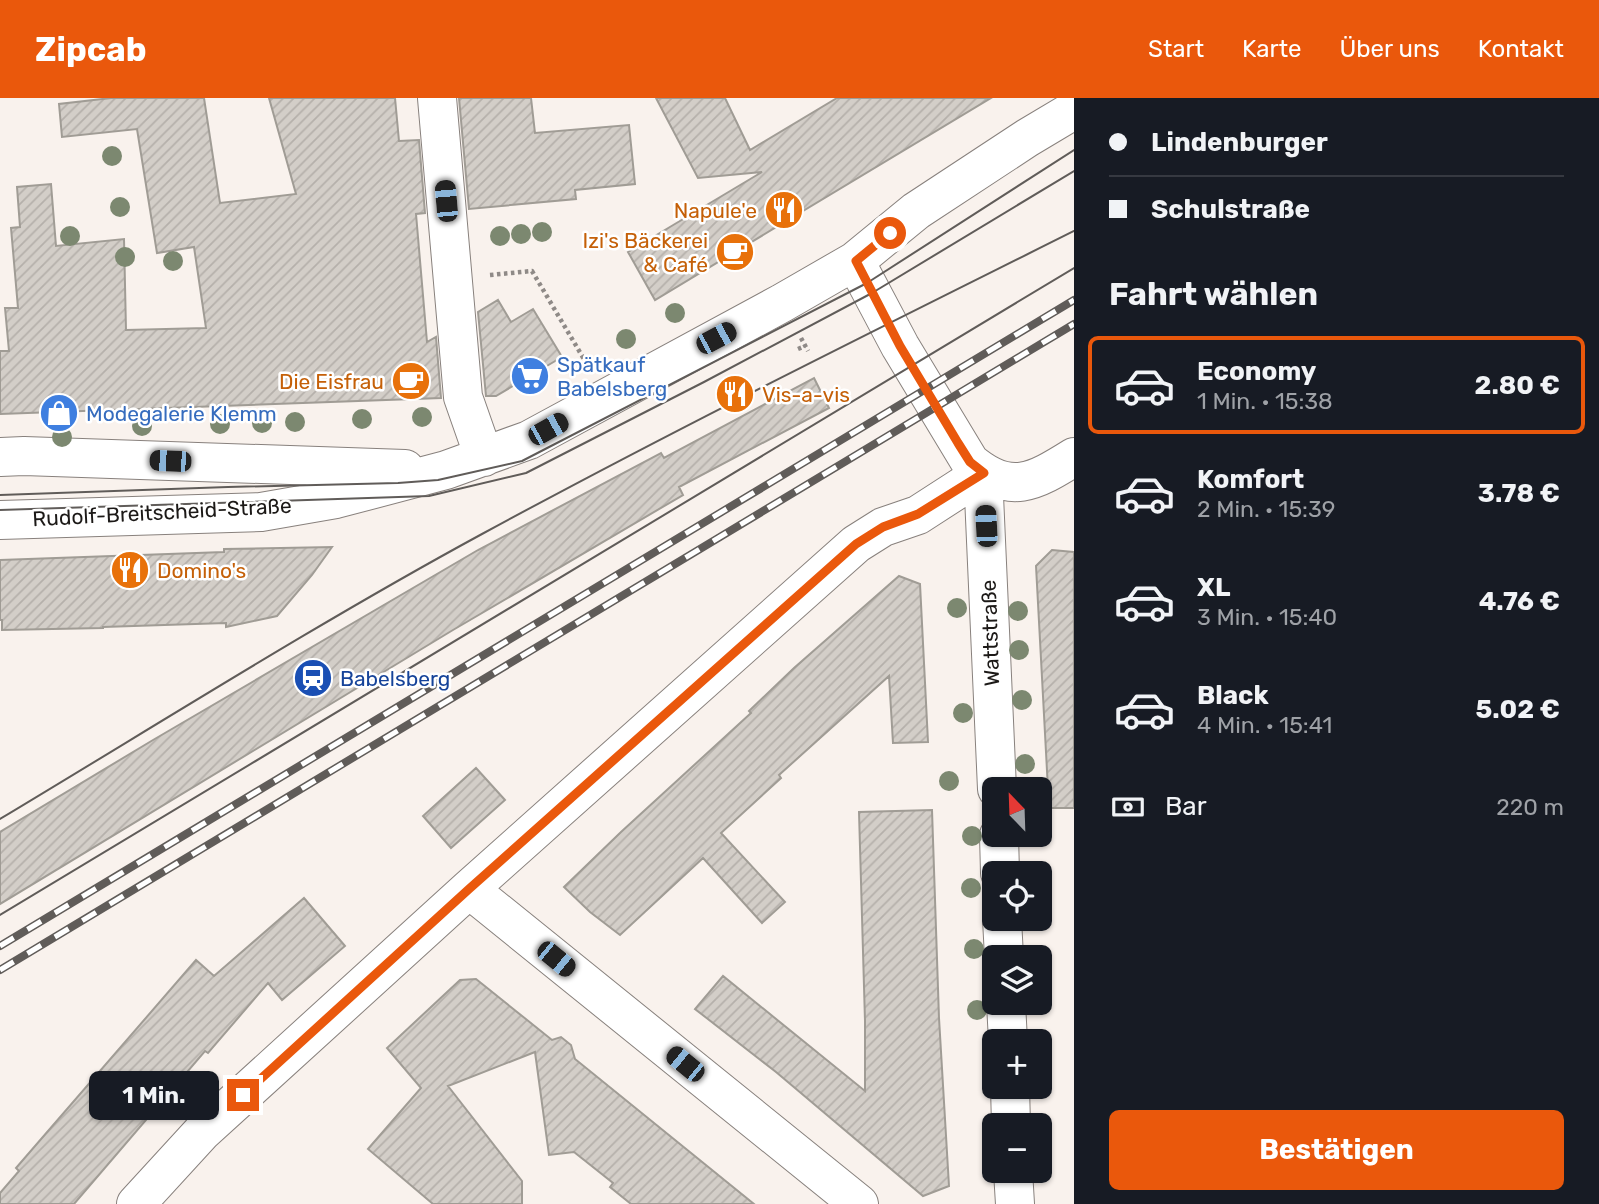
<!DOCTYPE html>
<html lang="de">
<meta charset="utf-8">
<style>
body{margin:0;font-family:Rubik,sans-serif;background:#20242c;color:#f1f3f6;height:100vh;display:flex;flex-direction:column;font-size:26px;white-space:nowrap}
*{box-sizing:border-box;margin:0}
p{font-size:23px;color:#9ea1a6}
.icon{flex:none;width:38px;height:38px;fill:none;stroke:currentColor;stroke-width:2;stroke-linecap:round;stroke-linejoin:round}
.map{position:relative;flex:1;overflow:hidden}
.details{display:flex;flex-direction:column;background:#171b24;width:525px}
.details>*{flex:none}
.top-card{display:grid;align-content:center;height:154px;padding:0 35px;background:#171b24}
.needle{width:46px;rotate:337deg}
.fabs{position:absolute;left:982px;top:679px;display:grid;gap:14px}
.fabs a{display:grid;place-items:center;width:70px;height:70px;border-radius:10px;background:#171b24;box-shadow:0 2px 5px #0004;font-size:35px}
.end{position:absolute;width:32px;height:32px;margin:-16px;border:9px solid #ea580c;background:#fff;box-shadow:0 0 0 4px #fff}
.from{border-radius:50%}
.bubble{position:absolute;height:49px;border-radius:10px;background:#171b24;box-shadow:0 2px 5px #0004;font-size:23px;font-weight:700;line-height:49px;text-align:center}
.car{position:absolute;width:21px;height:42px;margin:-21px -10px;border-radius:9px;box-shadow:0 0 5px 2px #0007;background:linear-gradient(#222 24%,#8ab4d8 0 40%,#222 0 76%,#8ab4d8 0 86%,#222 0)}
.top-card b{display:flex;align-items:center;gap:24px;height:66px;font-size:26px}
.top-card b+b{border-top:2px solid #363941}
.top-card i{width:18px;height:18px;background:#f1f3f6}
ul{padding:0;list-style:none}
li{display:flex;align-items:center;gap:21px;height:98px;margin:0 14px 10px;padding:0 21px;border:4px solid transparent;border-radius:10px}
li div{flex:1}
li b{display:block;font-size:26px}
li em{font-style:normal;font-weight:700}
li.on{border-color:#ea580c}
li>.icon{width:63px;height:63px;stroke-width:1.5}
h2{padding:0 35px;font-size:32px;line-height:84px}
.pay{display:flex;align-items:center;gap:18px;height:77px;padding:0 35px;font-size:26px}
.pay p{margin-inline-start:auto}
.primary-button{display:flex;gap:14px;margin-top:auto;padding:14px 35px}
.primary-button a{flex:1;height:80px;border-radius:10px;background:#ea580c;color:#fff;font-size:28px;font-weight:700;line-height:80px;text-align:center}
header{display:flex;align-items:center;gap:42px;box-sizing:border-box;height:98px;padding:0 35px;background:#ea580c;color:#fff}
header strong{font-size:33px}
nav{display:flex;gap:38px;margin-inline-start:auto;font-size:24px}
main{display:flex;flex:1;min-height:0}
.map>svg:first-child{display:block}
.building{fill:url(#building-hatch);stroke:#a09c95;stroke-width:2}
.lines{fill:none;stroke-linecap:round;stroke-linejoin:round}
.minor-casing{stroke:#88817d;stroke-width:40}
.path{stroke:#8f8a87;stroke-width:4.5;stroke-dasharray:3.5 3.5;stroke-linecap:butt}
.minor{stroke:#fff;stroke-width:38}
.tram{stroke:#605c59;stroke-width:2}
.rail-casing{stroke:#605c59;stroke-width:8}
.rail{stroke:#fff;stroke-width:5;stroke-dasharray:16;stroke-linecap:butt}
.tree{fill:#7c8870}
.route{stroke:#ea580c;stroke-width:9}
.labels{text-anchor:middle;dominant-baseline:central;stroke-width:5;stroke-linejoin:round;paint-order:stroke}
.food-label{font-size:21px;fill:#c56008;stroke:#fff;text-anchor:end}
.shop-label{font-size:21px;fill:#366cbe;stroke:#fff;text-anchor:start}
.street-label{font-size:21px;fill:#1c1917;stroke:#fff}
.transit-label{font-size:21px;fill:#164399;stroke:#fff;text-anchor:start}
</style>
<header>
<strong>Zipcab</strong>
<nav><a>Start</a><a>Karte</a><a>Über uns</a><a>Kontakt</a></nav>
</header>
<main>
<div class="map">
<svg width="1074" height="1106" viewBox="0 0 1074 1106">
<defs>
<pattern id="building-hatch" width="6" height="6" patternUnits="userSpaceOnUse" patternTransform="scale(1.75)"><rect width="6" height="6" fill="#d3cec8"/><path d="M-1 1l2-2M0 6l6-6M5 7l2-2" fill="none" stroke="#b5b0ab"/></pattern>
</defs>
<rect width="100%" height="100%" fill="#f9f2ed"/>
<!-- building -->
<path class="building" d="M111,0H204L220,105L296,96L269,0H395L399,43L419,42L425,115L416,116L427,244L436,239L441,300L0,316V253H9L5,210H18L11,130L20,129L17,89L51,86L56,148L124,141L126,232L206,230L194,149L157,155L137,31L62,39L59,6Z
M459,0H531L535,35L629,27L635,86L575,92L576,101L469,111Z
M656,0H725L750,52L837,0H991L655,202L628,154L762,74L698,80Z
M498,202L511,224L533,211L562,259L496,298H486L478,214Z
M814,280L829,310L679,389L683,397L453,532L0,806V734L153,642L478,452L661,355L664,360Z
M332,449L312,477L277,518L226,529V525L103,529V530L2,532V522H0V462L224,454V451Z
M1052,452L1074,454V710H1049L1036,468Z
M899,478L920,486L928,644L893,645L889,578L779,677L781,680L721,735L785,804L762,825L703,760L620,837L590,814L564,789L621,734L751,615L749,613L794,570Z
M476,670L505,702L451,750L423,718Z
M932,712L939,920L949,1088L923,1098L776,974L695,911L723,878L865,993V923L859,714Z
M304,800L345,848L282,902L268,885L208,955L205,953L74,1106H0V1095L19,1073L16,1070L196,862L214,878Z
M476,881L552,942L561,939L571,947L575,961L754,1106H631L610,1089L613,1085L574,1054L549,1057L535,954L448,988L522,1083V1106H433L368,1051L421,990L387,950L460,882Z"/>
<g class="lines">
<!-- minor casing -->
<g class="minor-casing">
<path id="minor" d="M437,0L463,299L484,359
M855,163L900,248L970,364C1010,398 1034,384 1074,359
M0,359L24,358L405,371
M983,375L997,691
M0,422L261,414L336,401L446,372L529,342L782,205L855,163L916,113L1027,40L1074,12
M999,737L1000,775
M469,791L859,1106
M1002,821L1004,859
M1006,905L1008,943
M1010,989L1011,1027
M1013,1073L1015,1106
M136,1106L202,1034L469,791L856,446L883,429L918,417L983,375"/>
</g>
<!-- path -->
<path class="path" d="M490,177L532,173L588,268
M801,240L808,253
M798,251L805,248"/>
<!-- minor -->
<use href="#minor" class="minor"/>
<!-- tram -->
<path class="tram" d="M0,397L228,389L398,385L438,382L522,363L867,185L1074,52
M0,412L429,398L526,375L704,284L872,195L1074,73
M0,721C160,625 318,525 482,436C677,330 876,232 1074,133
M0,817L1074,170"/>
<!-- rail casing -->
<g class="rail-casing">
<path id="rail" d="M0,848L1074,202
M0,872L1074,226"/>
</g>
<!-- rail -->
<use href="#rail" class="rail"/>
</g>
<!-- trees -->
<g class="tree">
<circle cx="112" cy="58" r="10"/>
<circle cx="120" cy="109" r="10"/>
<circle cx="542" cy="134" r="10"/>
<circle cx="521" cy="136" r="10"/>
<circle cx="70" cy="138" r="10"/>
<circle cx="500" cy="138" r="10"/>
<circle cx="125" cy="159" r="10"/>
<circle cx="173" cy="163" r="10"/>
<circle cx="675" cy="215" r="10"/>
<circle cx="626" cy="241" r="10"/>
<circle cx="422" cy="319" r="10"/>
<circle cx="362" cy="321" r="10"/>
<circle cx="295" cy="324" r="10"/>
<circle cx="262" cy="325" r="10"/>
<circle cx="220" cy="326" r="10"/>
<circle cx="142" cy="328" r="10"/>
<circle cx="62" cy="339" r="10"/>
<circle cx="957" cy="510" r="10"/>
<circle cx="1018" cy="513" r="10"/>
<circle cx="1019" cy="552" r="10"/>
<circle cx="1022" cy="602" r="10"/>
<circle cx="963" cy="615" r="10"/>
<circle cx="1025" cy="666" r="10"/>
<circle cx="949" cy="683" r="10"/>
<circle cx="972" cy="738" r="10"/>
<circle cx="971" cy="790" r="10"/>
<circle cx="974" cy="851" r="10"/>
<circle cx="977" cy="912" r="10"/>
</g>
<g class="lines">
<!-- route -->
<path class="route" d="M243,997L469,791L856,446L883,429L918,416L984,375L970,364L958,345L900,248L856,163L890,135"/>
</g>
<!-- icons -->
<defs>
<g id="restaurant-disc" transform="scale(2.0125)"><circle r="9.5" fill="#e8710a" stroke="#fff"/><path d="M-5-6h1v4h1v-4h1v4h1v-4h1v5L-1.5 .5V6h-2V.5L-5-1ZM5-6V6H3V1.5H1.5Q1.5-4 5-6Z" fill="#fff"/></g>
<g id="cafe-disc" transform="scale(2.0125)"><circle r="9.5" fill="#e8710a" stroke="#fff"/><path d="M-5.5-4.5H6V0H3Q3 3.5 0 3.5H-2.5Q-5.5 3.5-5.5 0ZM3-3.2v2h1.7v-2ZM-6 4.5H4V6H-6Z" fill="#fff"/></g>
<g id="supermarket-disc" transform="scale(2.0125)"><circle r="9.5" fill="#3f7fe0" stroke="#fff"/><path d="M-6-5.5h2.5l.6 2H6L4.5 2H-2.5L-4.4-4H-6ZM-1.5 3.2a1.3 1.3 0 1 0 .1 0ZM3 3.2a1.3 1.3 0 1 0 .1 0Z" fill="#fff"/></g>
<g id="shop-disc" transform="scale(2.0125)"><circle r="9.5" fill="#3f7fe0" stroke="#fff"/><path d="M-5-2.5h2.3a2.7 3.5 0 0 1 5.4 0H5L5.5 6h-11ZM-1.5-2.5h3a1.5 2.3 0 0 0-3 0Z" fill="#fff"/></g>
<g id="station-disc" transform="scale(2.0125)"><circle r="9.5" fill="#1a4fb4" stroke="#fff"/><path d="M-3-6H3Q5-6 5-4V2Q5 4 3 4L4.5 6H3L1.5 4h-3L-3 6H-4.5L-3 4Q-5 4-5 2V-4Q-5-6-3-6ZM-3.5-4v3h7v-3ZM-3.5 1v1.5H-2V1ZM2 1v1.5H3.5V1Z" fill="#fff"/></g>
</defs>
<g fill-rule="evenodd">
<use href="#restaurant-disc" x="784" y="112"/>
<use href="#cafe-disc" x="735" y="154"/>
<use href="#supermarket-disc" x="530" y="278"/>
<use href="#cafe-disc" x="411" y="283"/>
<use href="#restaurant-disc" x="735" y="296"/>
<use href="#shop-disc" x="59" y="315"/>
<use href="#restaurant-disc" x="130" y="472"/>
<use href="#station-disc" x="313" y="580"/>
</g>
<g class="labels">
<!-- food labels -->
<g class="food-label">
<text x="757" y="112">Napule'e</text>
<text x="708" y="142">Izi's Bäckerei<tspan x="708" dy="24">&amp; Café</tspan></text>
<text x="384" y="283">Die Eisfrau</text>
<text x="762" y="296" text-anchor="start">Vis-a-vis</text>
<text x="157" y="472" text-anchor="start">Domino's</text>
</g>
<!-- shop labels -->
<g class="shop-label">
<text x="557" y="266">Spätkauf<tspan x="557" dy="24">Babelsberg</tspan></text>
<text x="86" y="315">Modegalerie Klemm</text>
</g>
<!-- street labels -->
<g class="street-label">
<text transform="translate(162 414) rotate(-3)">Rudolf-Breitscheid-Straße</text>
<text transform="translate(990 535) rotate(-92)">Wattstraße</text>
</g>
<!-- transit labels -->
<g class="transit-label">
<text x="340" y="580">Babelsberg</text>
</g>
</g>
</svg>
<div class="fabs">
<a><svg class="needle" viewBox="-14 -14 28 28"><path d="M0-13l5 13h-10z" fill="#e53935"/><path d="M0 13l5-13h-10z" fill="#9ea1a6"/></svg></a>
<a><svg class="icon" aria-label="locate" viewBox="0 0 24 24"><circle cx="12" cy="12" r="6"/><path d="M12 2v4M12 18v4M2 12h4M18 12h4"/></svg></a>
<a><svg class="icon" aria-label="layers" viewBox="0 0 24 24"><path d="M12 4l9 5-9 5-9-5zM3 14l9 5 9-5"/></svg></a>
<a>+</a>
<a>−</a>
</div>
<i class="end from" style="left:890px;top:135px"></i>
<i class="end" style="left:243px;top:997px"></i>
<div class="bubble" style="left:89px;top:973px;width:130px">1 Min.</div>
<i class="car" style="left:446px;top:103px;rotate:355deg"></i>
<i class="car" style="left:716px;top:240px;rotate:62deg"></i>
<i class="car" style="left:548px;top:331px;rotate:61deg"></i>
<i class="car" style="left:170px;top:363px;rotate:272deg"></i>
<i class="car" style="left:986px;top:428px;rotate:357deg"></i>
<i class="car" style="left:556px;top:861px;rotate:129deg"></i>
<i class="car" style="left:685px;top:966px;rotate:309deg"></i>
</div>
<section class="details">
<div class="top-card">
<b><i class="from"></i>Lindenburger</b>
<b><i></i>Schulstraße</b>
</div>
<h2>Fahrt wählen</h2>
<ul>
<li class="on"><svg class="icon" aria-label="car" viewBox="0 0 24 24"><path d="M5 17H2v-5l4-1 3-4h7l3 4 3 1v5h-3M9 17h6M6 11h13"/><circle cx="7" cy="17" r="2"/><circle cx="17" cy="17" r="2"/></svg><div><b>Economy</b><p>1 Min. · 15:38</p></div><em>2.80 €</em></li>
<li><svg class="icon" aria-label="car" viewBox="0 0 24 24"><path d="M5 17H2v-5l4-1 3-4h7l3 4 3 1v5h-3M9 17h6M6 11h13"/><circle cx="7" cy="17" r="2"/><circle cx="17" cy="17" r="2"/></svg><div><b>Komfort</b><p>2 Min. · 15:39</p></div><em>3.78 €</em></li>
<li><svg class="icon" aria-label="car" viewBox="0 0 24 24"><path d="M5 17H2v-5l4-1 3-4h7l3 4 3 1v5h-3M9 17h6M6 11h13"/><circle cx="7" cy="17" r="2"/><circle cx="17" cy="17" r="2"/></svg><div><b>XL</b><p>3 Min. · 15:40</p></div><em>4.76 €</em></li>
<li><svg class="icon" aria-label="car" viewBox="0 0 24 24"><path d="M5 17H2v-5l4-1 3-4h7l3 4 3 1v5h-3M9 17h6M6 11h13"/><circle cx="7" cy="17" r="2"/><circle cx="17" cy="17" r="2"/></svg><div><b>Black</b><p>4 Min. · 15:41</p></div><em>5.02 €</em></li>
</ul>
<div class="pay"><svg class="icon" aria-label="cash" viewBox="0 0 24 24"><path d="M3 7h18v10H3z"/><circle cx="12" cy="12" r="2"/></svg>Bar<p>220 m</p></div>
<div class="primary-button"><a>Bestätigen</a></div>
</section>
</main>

- **WORK ITEM**
Return every line from the entries above that contains the word "dasharray".

- **ANSWER SECTION**
.path{stroke:#8f8a87;stroke-width:4.5;stroke-dasharray:3.5 3.5;stroke-linecap:butt}
.rail{stroke:#fff;stroke-width:5;stroke-dasharray:16;stroke-linecap:butt}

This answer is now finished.